• **Required action**
Nothing in the records may be altered; repeat them exactly.

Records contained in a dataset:
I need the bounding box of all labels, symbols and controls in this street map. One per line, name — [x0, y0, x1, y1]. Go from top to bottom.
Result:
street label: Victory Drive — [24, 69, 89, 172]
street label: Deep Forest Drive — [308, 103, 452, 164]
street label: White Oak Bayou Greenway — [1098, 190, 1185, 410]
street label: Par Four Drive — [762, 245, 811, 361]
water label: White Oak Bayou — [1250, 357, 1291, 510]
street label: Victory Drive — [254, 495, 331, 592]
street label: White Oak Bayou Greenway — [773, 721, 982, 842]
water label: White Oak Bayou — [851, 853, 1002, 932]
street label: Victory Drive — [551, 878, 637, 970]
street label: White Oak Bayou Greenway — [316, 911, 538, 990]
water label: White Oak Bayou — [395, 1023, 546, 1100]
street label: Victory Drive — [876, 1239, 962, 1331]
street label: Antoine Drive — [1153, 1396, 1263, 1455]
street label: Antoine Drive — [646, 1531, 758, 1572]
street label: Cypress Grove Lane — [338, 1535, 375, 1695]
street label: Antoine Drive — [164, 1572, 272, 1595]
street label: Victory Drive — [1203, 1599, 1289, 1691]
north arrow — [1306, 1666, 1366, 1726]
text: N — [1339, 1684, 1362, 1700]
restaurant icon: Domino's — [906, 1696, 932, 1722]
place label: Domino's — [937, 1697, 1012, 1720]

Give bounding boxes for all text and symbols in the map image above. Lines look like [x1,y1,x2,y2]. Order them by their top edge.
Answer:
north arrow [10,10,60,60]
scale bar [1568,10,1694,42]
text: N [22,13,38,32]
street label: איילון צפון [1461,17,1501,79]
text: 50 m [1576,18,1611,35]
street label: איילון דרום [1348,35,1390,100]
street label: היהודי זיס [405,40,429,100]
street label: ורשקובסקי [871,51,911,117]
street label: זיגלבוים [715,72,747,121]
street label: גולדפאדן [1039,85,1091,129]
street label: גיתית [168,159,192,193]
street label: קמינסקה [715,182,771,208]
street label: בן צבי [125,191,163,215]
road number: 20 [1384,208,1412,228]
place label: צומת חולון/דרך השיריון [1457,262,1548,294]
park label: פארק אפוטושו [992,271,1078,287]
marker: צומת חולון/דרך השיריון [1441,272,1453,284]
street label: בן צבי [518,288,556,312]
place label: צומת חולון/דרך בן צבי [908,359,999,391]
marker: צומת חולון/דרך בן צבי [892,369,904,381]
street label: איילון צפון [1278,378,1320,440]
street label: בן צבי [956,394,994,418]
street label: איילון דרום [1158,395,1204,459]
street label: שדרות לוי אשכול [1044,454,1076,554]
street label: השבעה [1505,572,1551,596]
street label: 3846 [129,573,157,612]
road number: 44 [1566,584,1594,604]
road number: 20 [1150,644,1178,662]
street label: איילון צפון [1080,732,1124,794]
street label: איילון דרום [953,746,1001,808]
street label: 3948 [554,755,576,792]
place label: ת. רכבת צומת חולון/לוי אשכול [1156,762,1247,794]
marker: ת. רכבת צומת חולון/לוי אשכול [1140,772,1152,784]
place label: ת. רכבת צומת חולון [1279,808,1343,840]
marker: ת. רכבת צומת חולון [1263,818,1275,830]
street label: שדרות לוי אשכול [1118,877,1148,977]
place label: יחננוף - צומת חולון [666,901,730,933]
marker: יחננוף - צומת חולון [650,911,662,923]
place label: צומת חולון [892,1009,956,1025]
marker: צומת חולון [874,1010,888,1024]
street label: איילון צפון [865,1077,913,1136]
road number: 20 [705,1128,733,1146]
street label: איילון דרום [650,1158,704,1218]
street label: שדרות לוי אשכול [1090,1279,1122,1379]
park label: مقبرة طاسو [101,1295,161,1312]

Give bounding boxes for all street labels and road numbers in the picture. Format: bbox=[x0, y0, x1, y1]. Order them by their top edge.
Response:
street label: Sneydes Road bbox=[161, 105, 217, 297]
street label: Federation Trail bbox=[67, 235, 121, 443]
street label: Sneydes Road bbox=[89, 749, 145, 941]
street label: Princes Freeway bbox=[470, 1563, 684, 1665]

• **Result of this exercise**
I need the bounding box of all labels, symbols and controls in this street map. One per line, name — [x0, y0, x1, y1]. Go from top to bottom.
Result:
street label: Victory Drive — [24, 69, 89, 172]
street label: Deep Forest Drive — [308, 103, 452, 164]
street label: White Oak Bayou Greenway — [1098, 190, 1185, 410]
street label: Par Four Drive — [762, 245, 811, 361]
water label: White Oak Bayou — [1250, 357, 1291, 510]
street label: Victory Drive — [254, 495, 331, 592]
street label: White Oak Bayou Greenway — [773, 721, 982, 842]
water label: White Oak Bayou — [851, 853, 1002, 932]
street label: Victory Drive — [551, 878, 637, 970]
street label: White Oak Bayou Greenway — [316, 911, 538, 990]
water label: White Oak Bayou — [395, 1023, 546, 1100]
street label: Victory Drive — [876, 1239, 962, 1331]
street label: Antoine Drive — [1153, 1396, 1263, 1455]
street label: Antoine Drive — [646, 1531, 758, 1572]
street label: Cypress Grove Lane — [338, 1535, 375, 1695]
street label: Antoine Drive — [164, 1572, 272, 1595]
street label: Victory Drive — [1203, 1599, 1289, 1691]
north arrow — [1306, 1666, 1366, 1726]
text: N — [1339, 1684, 1362, 1700]
restaurant icon: Domino's — [906, 1696, 932, 1722]
place label: Domino's — [937, 1697, 1012, 1720]

Give bounding boxes for all text and symbols in the map image above. Lines look like [x1,y1,x2,y2]. Order them by their top edge.
Answer:
north arrow [10,10,60,60]
scale bar [1568,10,1694,42]
text: N [22,13,38,32]
street label: איילון צפון [1461,17,1501,79]
text: 50 m [1576,18,1611,35]
street label: איילון דרום [1348,35,1390,100]
street label: היהודי זיס [405,40,429,100]
street label: ורשקובסקי [871,51,911,117]
street label: זיגלבוים [715,72,747,121]
street label: גולדפאדן [1039,85,1091,129]
street label: גיתית [168,159,192,193]
street label: קמינסקה [715,182,771,208]
street label: בן צבי [125,191,163,215]
road number: 20 [1384,208,1412,228]
place label: צומת חולון/דרך השיריון [1457,262,1548,294]
park label: פארק אפוטושו [992,271,1078,287]
marker: צומת חולון/דרך השיריון [1441,272,1453,284]
street label: בן צבי [518,288,556,312]
place label: צומת חולון/דרך בן צבי [908,359,999,391]
marker: צומת חולון/דרך בן צבי [892,369,904,381]
street label: איילון צפון [1278,378,1320,440]
street label: בן צבי [956,394,994,418]
street label: איילון דרום [1158,395,1204,459]
street label: שדרות לוי אשכול [1044,454,1076,554]
street label: השבעה [1505,572,1551,596]
street label: 3846 [129,573,157,612]
road number: 44 [1566,584,1594,604]
road number: 20 [1150,644,1178,662]
street label: איילון צפון [1080,732,1124,794]
street label: איילון דרום [953,746,1001,808]
street label: 3948 [554,755,576,792]
place label: ת. רכבת צומת חולון/לוי אשכול [1156,762,1247,794]
marker: ת. רכבת צומת חולון/לוי אשכול [1140,772,1152,784]
place label: ת. רכבת צומת חולון [1279,808,1343,840]
marker: ת. רכבת צומת חולון [1263,818,1275,830]
street label: שדרות לוי אשכול [1118,877,1148,977]
place label: יחננוף - צומת חולון [666,901,730,933]
marker: יחננוף - צומת חולון [650,911,662,923]
place label: צומת חולון [892,1009,956,1025]
marker: צומת חולון [874,1010,888,1024]
street label: איילון צפון [865,1077,913,1136]
road number: 20 [705,1128,733,1146]
street label: איילון דרום [650,1158,704,1218]
street label: שדרות לוי אשכול [1090,1279,1122,1379]
park label: مقبرة طاسو [101,1295,161,1312]

Give bounding boxes for all street labels and road numbers in the picture. Format: bbox=[x0, y0, x1, y1]. Order them by their top edge.
Response:
street label: Sneydes Road bbox=[161, 105, 217, 297]
street label: Federation Trail bbox=[67, 235, 121, 443]
street label: Sneydes Road bbox=[89, 749, 145, 941]
street label: Princes Freeway bbox=[470, 1563, 684, 1665]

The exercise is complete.